Real Life
- aarshimajumder
- Oct 18, 2021
- 2 min read
Updated: Nov 28, 2021
Honestly speaking, 'current affairs' has become such a generic term to describe events upon which our world revolves today (even to an implacable extent). It's something so important that young people somehow miss out on it. Ironic? I'll let you know, I used to constitute that notorious segment of youth culture not too long ago; which has indeed been a complicated on-and-off relationship ever since. That being said, I shall not be ashamed to confess of how stupid that habit is, and in it I am still a work-in-progress.
Why do we emphasize on the importance of keeping up with the news? First off (as everyone else will tell you), the web of knowledge found in media (either print or electronic), is indispensable to the nourishment of all individuals as self-sufficient thinking beings. Secondly, when one's colleagues might discuss the pros and cons of the introduction of any parliamentary amendment, one certainly must have a valid and genuine opinion based on the savant called critical thinking. Otherwise, one might just appear to be as good (or frightful) as an airhead. The fragility of the human ego is at stake!
I started reading the papers again - better to be late than never, I assumed. Overwhelmed at the atrocities which continue to plague our societal ecosystem, I (as someone on the verge of voting and hopefully drinking rights) feel the need to bring these topics to light by means of intra-personal communication to understand and know how exactly everything is a work-in-progress.
Take the recent Facebook scandal, for example. I remember an online meme trend a few years ago which likened Zuckerberg to an alien. Now thanks to Frances Haugen, the trillion-worth social-networking company is being condemned to legal crossfire on grounds of infringement of work ethics, privacy, and the promotion of disruptive and hateful content - and they knew everything, didn't they! The whole operation is being compared to something worse than an alien, if you will. Moreover, I have realised something quite uncanny out of all this: the root of most conflicts lie in disinformation to the analytical public.
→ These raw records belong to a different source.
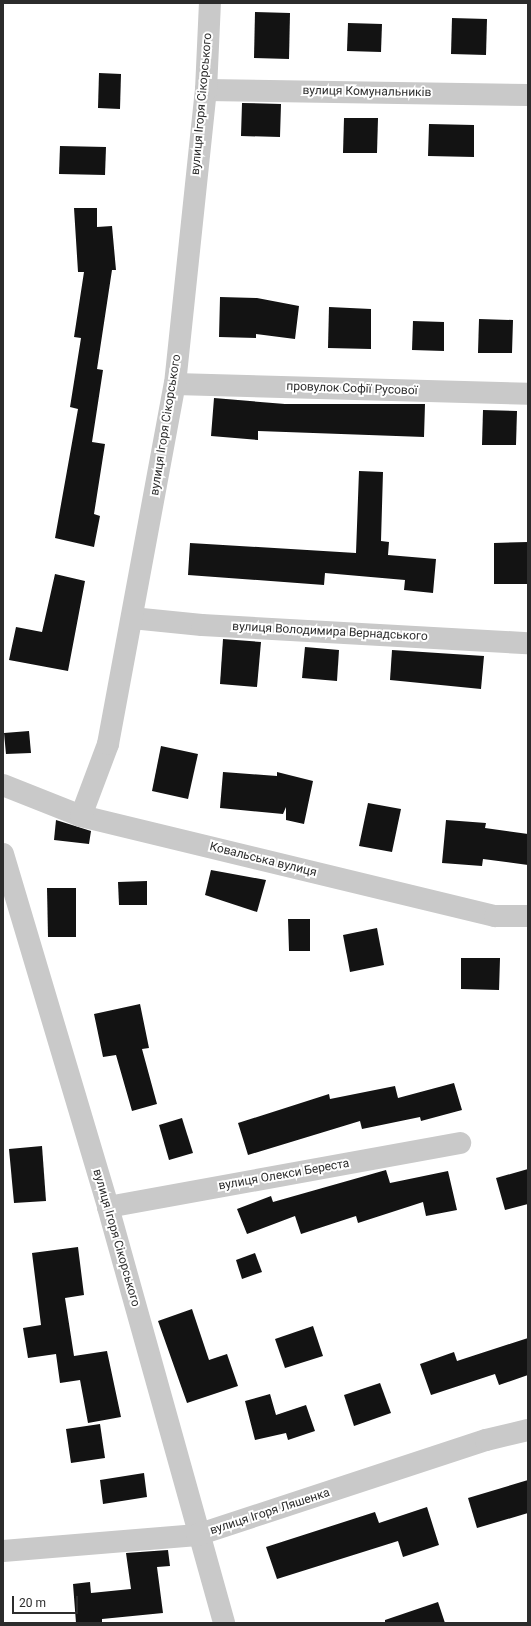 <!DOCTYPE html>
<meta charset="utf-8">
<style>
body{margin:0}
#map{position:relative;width:531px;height:1626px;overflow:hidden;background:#fff;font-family:Roboto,sans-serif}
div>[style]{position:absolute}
.building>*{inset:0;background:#131313}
.street>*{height:22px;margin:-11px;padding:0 11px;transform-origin:11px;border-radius:11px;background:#c9c9c9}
span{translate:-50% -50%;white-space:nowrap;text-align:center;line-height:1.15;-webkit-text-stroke:4px #fff;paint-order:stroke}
.street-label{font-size:12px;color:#2c2c2c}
.frame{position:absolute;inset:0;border:4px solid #2c2c2c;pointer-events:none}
.scale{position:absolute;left:12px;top:1596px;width:66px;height:18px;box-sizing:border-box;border:2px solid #2c2c2c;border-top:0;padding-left:5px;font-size:12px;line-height:14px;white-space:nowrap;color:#2c2c2c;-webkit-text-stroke:3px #fff;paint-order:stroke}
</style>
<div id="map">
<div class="building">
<div style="clip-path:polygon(255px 12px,290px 13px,289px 59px,254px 58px)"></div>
<div style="clip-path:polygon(452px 18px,487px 19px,486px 55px,451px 54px)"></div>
<div style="clip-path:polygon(348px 23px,382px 24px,381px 52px,347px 51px)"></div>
<div style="clip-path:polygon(99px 73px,121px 74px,120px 109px,98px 108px)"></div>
<div style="clip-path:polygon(242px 103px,281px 104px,280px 137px,241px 136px)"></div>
<div style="clip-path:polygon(344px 118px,378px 118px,377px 153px,343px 153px)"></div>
<div style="clip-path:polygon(429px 124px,474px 125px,474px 157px,428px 156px)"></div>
<div style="clip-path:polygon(60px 146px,106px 147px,105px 175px,59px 174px)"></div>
<div style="clip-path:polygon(74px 208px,97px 208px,97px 227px,112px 226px,116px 270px,112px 270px,97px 369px,103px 370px,92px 442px,105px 444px,94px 514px,100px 516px,94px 547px,55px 538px,78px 409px,70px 407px,81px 338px,74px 337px,84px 272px,78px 272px)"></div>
<div style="clip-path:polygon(220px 297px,257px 298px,299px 306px,295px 339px,256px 334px,256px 338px,219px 337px)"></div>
<div style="clip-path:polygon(329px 307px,371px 309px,371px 349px,328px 348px)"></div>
<div style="clip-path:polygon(479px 319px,513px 320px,512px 353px,478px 353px)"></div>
<div style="clip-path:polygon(413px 321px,444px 322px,444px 351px,412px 350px)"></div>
<div style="clip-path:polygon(214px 398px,285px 404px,425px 404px,424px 437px,258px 431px,258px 440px,211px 436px)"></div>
<div style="clip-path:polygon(483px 410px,517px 411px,516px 445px,482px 445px)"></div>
<div style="clip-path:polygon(359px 471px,383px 472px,381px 541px,389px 542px,388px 555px,436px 559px,433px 593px,404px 590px,405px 580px,325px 573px,324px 585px,188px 575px,190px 543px,356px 553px)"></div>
<div style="clip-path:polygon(528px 542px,528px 584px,494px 584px,494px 543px)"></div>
<div style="clip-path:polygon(55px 574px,85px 581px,68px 671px,9px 660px,16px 627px,42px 632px)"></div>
<div style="clip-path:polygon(223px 639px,261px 642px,257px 687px,220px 684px)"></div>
<div style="clip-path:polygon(305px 647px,339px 650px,337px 681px,302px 678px)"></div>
<div style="clip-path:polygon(392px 650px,484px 656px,481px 689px,390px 680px)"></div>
<div style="clip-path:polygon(29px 731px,31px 753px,6px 754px,4px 733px)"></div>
<div style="clip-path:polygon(161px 746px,198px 754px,188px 799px,152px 791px)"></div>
<div style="clip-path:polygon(223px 772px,277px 776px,277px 772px,313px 781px,304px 824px,286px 820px,286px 807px,283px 814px,220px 808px)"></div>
<div style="clip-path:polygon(368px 803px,401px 809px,392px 852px,359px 846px)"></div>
<div style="clip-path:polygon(56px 820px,91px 831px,89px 844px,54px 840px)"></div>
<div style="clip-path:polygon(446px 820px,486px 823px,485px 828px,528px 834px,528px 865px,483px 859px,482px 866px,442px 863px)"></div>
<div style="clip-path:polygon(211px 870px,266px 880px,257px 912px,205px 895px)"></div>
<div style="clip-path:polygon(147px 881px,147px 905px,119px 905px,118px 882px)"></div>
<div style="clip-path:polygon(47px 888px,76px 888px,76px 937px,48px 937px)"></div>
<div style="clip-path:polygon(288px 919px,310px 919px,310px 951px,289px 951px)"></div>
<div style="clip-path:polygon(377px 928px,384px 965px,350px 972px,343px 935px)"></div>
<div style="clip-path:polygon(461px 958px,500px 958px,499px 990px,461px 989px)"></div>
<div style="clip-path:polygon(140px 1004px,149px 1048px,142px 1049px,157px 1104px,132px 1111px,116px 1055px,103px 1057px,94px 1014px)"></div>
<div style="clip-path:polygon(454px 1083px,462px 1110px,421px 1121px,420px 1117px,362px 1129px,360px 1121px,248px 1155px,238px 1123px,329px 1094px,330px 1099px,395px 1086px,398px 1098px)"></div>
<div style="clip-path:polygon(182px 1118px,193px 1153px,169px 1160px,159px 1125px)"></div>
<div style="clip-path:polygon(42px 1146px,46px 1201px,14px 1203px,9px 1149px)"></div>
<div style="clip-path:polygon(528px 1169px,528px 1204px,505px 1210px,496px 1178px)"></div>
<div style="clip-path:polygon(386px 1170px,390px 1183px,448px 1171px,457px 1210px,426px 1216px,423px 1202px,358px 1223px,356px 1216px,301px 1234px,295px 1216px,247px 1234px,237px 1209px,271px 1196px,273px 1202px)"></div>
<div style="clip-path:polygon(78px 1247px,84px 1295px,65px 1298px,74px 1356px,107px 1351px,121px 1417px,88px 1423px,80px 1380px,60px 1383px,56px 1354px,28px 1358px,23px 1328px,41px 1325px,32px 1253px)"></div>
<div style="clip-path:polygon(255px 1253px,262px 1272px,242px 1279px,236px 1260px)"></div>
<div style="clip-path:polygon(192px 1309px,209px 1360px,227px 1354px,238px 1386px,187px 1403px,158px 1321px)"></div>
<div style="clip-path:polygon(313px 1326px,323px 1356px,285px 1368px,275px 1339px)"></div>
<div style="clip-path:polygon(528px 1338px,528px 1375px,499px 1385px,495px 1374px,431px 1395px,420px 1364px,454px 1352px,457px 1361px)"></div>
<div style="clip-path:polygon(380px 1383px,391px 1413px,354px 1426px,344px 1395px)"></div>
<div style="clip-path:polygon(270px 1394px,276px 1415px,306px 1405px,315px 1431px,288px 1440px,286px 1433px,255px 1440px,245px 1401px)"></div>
<div style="clip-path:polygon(100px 1424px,105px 1458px,71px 1463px,66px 1429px)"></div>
<div style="clip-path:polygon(144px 1473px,147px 1497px,103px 1504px,100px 1480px)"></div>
<div style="clip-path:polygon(528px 1480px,528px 1513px,477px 1528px,468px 1498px)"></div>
<div style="clip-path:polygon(427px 1507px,439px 1545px,403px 1557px,398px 1541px,277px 1579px,266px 1547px,375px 1512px,379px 1523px)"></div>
<div style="clip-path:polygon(168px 1550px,170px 1566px,157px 1567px,163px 1613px,102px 1619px,102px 1623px,76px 1623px,73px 1584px,90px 1582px,91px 1593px,131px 1589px,126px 1553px)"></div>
<div style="clip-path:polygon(438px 1602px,445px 1623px,385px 1623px,385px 1620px)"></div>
</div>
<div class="street">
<div style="left:206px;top:90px;width:322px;rotate:0.9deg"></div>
<div style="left:175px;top:384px;width:353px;rotate:1.6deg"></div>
<div style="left:132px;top:618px;width:70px;rotate:5.7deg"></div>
<div style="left:202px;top:625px;width:326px;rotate:3.2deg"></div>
<div style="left:3px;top:785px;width:84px;rotate:21.7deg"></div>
<div style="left:81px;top:816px;width:426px;rotate:13.6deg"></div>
<div style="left:495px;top:916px;width:33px"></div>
<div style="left:81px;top:816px;width:77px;rotate:-69.4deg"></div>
<div style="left:108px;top:744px;width:366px;rotate:-79.5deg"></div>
<div style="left:175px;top:384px;width:296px;rotate:-84deg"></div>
<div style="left:206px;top:90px;width:87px;rotate:-87.4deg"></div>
<div style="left:3px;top:854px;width:368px;rotate:73.4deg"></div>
<div style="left:108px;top:1207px;width:432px;rotate:74.4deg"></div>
<div style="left:108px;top:1207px;width:358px;rotate:-10.3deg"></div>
<div style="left:3px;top:1551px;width:195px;rotate:-4.7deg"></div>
<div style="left:197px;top:1535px;width:304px;rotate:-18.2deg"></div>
<div style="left:486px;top:1440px;width:43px;rotate:-13.4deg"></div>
</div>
<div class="street-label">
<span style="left:367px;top:92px;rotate:1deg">вулиця Комунальників</span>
<span style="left:202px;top:104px;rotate:-85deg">вулиця Ігоря Сікорського</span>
<span style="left:352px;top:389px;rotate:2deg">провулок Софії Русової</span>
<span style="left:166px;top:425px;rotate:-81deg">вулиця Ігоря Сікорського</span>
<span style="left:330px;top:632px;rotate:3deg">вулиця Володимира Вернадського</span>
<span style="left:263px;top:860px;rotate:14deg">Ковальська вулиця</span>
<span style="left:284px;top:1175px;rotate:-10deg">вулиця Олекси Береста</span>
<span style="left:116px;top:1238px;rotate:74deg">вулиця Ігоря Сікорського</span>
<span style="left:270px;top:1512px;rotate:-18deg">вулиця Ігоря Ляшенка</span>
</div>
<div class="frame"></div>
<div class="scale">20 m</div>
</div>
Conflict also emerges from denial. Allegations of governmental autocracy are covered up in excuses of them being "perceptual inconsistencies". The massacre of farmers during their protest at Lakhimpur Khera raise the question of just how the administrative machinery can be relied on. Think climate change due to air pollution in Kolkata, and how airport construction plans encroach upon hand-to-mouth livelihoods in rural India. Inequality of income to all economic classes might still be a dream, but can the sorrow of homeless mothers in dirty shelters and pregnant women swimming through floods ever be forgotten?
Truth is, I haven't even begun to experience the worst side of the pandemic. Reading newspapers afford me only a glimpse into the struggling functionings of the world in a nutshell. Will only knowing about current affairs help? Yes and no, of course. It depends on how we employ the matter to become more aware to contribute to our collective environment as individuals striving to leave this world a slightly better place. Ignorance isn't really bliss, after all - that is not real life.
We are alive. It's never too late.
As many great thinkers have said: "As long as there's life, there's hope."